Which Chinese calendar?

The Hsia Li (solar calendar) or the Yhue Li (lunar calendar)

Written by Sallie Tsui Sien

The Chinese Lunar calendar formulates the days of the month according to the cycle of the moon. This calendar is very much used by the farmers who grow their crops according to the cycle of the moon. The calendar consists of a table advising when the best time is or when not to plough, plant, sow, harvest and prune.

The first New Moon Day of the year is the day of the Chinese Lunar New Year. Next year will be the year 4701 of the Chinese calendar – a Yang Wood Monkey year and Chinese New Year starts on 21st January 2004.

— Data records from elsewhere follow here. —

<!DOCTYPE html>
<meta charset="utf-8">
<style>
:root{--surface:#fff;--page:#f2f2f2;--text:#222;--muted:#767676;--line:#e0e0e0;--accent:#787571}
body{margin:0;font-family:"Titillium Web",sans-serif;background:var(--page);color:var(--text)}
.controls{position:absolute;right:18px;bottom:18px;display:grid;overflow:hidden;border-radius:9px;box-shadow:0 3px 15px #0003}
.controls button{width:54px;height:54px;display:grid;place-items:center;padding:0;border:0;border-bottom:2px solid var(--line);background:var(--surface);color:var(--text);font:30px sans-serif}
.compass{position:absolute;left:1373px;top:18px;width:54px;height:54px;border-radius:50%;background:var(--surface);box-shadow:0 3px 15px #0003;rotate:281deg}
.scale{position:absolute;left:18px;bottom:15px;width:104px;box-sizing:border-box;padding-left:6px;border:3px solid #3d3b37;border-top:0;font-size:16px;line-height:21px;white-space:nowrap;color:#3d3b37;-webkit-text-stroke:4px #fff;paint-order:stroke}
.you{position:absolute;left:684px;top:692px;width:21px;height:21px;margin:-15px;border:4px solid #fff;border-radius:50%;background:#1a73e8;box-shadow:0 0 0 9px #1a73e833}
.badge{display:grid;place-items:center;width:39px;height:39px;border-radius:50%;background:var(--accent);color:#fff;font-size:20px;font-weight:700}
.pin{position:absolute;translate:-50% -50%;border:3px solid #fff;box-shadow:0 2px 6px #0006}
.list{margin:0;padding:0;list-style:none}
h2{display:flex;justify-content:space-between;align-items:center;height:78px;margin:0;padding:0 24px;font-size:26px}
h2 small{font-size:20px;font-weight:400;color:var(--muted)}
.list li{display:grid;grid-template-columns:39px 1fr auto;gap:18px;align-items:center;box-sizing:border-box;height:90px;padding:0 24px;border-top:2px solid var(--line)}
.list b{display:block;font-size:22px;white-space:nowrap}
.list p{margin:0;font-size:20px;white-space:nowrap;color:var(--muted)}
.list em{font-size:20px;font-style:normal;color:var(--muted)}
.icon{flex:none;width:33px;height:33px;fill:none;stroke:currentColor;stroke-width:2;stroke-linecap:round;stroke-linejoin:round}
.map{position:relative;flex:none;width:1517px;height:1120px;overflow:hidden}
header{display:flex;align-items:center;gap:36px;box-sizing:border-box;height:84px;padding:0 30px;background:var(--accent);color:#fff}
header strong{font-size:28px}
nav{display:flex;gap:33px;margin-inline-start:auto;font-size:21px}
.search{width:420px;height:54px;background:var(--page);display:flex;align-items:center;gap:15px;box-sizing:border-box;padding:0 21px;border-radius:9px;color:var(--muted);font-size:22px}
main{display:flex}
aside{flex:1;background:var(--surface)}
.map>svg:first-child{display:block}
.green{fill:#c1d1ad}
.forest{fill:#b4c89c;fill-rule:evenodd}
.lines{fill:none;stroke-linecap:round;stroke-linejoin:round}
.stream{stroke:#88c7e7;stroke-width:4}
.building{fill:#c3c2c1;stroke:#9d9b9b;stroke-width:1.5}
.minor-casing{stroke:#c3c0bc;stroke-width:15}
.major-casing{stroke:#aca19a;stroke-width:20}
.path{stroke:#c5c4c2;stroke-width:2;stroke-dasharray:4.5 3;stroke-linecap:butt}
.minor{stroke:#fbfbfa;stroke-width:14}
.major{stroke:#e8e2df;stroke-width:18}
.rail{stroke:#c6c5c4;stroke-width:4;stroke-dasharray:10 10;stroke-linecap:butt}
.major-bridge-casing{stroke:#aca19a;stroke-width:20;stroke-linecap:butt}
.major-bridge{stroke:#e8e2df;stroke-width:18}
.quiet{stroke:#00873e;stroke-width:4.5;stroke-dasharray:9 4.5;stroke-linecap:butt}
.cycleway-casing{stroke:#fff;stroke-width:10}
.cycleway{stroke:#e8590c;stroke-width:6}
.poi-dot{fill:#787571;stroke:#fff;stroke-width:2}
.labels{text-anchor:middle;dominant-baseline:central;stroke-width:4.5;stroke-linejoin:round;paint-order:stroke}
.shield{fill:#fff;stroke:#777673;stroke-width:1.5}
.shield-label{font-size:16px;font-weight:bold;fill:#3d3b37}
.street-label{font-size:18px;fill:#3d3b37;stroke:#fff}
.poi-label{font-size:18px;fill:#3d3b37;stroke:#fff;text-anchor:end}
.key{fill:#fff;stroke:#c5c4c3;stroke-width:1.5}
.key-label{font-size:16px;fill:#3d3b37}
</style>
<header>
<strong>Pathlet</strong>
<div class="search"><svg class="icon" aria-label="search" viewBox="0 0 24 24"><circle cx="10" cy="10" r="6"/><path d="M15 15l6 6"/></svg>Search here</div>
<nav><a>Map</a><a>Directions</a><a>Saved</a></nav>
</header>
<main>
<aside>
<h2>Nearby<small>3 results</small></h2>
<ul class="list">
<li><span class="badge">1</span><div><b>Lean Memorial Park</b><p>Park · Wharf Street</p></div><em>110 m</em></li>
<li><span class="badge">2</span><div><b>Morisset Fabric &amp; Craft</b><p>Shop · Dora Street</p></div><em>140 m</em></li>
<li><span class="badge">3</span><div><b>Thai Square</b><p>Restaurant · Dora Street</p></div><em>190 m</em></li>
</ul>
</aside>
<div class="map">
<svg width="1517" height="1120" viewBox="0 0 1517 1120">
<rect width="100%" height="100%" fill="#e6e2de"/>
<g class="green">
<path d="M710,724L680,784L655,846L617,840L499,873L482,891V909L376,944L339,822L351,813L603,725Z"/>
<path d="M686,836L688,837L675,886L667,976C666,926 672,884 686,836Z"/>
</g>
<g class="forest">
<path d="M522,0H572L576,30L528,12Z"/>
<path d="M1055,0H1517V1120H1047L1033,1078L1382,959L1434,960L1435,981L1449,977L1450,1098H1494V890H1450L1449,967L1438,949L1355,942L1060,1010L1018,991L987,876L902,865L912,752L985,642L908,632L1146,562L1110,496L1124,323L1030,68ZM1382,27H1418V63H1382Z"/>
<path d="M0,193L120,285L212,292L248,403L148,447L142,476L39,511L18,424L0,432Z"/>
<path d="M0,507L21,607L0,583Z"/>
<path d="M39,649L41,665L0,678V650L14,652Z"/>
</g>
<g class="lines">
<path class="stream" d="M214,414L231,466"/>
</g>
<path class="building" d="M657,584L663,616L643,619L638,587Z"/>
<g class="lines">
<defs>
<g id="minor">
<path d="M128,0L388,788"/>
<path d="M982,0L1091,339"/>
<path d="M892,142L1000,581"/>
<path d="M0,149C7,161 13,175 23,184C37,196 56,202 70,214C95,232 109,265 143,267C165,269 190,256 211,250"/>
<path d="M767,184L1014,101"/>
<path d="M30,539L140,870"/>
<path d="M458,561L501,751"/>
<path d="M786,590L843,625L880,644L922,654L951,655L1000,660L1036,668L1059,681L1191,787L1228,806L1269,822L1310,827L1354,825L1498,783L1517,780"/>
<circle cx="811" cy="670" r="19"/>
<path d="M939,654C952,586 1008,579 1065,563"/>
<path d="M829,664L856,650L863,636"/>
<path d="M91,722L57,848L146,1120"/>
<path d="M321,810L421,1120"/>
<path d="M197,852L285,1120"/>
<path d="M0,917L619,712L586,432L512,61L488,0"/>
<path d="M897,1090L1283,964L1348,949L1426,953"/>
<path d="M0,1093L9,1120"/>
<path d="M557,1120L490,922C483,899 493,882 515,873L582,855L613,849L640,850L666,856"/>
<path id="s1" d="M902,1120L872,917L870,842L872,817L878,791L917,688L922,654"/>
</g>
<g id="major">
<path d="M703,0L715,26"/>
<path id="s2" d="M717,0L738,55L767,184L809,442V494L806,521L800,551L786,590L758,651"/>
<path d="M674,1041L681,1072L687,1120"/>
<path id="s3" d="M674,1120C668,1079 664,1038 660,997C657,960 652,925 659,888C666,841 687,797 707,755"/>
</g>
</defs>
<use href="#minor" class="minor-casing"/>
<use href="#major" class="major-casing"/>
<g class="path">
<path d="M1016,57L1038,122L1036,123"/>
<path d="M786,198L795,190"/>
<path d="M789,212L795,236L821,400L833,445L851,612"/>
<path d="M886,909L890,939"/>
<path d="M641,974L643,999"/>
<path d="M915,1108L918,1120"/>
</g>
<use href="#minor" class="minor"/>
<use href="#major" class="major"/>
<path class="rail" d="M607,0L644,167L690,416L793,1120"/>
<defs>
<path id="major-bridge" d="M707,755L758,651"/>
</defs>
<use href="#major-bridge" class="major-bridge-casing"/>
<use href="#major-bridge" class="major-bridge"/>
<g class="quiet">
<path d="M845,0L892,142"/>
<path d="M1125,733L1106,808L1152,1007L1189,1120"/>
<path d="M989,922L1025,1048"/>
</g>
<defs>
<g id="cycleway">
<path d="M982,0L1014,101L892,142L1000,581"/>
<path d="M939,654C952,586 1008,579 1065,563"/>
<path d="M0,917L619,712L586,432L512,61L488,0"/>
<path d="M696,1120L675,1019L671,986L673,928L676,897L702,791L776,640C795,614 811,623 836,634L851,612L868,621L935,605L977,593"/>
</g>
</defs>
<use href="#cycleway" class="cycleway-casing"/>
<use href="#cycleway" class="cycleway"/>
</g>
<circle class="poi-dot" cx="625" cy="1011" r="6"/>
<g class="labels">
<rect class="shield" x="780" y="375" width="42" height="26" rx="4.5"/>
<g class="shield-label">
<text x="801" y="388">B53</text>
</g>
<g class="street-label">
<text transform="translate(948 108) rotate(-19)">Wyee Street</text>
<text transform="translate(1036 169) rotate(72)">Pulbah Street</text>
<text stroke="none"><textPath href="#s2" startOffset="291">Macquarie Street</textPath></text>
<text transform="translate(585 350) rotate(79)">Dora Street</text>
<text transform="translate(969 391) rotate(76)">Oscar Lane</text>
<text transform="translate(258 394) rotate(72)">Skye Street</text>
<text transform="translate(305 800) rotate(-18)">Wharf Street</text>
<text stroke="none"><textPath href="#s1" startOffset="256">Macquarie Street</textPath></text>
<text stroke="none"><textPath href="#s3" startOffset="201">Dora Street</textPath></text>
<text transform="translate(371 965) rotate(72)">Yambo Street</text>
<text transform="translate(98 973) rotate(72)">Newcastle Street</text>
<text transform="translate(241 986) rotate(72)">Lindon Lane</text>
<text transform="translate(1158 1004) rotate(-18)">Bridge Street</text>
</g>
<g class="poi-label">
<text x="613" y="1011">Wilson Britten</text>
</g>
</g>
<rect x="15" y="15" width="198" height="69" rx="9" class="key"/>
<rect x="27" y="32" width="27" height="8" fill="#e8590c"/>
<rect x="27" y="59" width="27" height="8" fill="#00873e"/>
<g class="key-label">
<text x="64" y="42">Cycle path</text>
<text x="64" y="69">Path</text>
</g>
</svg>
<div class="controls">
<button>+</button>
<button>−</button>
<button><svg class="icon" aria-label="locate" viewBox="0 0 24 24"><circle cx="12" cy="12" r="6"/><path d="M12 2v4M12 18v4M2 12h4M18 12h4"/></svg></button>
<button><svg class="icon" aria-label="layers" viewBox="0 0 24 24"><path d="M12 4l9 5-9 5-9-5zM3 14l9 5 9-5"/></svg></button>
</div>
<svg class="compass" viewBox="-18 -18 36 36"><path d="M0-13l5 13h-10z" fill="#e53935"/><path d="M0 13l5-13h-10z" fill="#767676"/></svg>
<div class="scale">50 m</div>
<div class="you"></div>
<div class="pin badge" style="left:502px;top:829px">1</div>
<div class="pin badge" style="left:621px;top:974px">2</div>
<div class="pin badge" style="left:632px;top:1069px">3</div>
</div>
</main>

In 2004, spring does not start till 4th February, which marks the beginning of the Hsia Li (solar calendar). Many Feng Shui formulae are based on this calendar. For instance, the calculations of your personal Gua number and the determination of the Lo Shu number for the annual flying stars.

The day that marks the beginning of spring is called the Spring Festival (Li Chun in Chinese).

The Chinese believe that, in any year, if Chinese New year falls before the start of spring, good fortune is forecast for that year. If Chinese New Year falls after spring, the forecast for that year is less desirable. Lastly, should spring coincide with Chinese New Year, this indicates that the year will be truly auspicious.

So 2004 will be an auspicious year.

In 2004, the yearly unfavourable direction is the South where the Three Killings will reside for the year. So, if you plan to dig, renovate or prune trees or work with a chainsaw in this direction, please do this before February 2004.